* **Your objective**:
The answer should consist of every record, reproduced exactly.

Data entries:
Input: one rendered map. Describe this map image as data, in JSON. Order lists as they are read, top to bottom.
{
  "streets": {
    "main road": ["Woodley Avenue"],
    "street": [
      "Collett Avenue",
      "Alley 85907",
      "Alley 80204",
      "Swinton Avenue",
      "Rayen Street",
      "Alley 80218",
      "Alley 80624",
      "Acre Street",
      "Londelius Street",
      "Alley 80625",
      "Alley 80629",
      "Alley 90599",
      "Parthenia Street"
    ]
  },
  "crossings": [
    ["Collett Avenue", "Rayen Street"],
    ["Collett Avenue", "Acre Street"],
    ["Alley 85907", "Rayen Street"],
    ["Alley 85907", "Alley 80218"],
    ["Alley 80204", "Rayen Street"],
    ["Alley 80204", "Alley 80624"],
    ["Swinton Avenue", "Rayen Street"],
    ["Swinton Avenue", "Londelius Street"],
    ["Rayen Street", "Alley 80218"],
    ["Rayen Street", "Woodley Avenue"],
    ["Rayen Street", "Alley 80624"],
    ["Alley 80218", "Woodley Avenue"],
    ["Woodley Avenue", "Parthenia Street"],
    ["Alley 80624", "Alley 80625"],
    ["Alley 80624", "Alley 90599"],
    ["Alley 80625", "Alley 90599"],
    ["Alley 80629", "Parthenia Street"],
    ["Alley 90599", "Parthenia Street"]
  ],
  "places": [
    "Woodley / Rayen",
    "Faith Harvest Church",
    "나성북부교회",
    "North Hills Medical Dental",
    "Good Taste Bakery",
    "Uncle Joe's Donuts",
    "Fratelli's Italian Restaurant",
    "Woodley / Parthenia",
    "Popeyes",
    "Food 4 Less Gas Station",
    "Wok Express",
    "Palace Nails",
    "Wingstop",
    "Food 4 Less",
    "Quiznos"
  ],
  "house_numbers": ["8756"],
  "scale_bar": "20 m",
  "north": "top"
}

* **Response area**:
Input: one rendered map. Describe this map image as data, in JSON. Order lists as they are read, top to bottom.
{
  "streets": {
    "main road": ["Woodley Avenue"],
    "street": [
      "Collett Avenue",
      "Alley 85907",
      "Alley 80204",
      "Swinton Avenue",
      "Rayen Street",
      "Alley 80218",
      "Alley 80624",
      "Acre Street",
      "Londelius Street",
      "Alley 80625",
      "Alley 80629",
      "Alley 90599",
      "Parthenia Street"
    ]
  },
  "crossings": [
    ["Collett Avenue", "Rayen Street"],
    ["Collett Avenue", "Acre Street"],
    ["Alley 85907", "Rayen Street"],
    ["Alley 85907", "Alley 80218"],
    ["Alley 80204", "Rayen Street"],
    ["Alley 80204", "Alley 80624"],
    ["Swinton Avenue", "Rayen Street"],
    ["Swinton Avenue", "Londelius Street"],
    ["Rayen Street", "Alley 80218"],
    ["Rayen Street", "Woodley Avenue"],
    ["Rayen Street", "Alley 80624"],
    ["Alley 80218", "Woodley Avenue"],
    ["Woodley Avenue", "Parthenia Street"],
    ["Alley 80624", "Alley 80625"],
    ["Alley 80624", "Alley 90599"],
    ["Alley 80625", "Alley 90599"],
    ["Alley 80629", "Parthenia Street"],
    ["Alley 90599", "Parthenia Street"]
  ],
  "places": [
    "Woodley / Rayen",
    "Faith Harvest Church",
    "나성북부교회",
    "North Hills Medical Dental",
    "Good Taste Bakery",
    "Uncle Joe's Donuts",
    "Fratelli's Italian Restaurant",
    "Woodley / Parthenia",
    "Popeyes",
    "Food 4 Less Gas Station",
    "Wok Express",
    "Palace Nails",
    "Wingstop",
    "Food 4 Less",
    "Quiznos"
  ],
  "house_numbers": ["8756"],
  "scale_bar": "20 m",
  "north": "top"
}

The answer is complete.